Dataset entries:
===============
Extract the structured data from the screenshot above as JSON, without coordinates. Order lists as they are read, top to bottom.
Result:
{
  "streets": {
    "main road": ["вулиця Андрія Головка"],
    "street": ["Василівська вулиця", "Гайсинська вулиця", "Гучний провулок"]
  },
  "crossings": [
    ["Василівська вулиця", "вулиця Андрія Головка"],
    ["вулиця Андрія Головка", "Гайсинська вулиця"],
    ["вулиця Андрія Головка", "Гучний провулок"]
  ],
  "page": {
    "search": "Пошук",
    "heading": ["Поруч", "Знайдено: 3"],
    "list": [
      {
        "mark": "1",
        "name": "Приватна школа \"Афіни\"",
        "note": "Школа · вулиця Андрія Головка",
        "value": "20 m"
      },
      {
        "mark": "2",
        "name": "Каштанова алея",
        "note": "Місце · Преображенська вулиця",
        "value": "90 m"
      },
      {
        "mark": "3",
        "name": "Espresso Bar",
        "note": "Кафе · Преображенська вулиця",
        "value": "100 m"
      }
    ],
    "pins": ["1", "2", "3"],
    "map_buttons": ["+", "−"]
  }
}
===============
_THE PROBLEM_
The answer must reproduce all of the entries exactly.

_EXPECTED OUTPUT_
Extract the structured data from the screenshot above as JSON, without coordinates. Order lists as they are read, top to bottom.
Result:
{
  "streets": {
    "main road": ["вулиця Андрія Головка"],
    "street": ["Василівська вулиця", "Гайсинська вулиця", "Гучний провулок"]
  },
  "crossings": [
    ["Василівська вулиця", "вулиця Андрія Головка"],
    ["вулиця Андрія Головка", "Гайсинська вулиця"],
    ["вулиця Андрія Головка", "Гучний провулок"]
  ],
  "page": {
    "search": "Пошук",
    "heading": ["Поруч", "Знайдено: 3"],
    "list": [
      {
        "mark": "1",
        "name": "Приватна школа \"Афіни\"",
        "note": "Школа · вулиця Андрія Головка",
        "value": "20 m"
      },
      {
        "mark": "2",
        "name": "Каштанова алея",
        "note": "Місце · Преображенська вулиця",
        "value": "90 m"
      },
      {
        "mark": "3",
        "name": "Espresso Bar",
        "note": "Кафе · Преображенська вулиця",
        "value": "100 m"
      }
    ],
    "pins": ["1", "2", "3"],
    "map_buttons": ["+", "−"]
  }
}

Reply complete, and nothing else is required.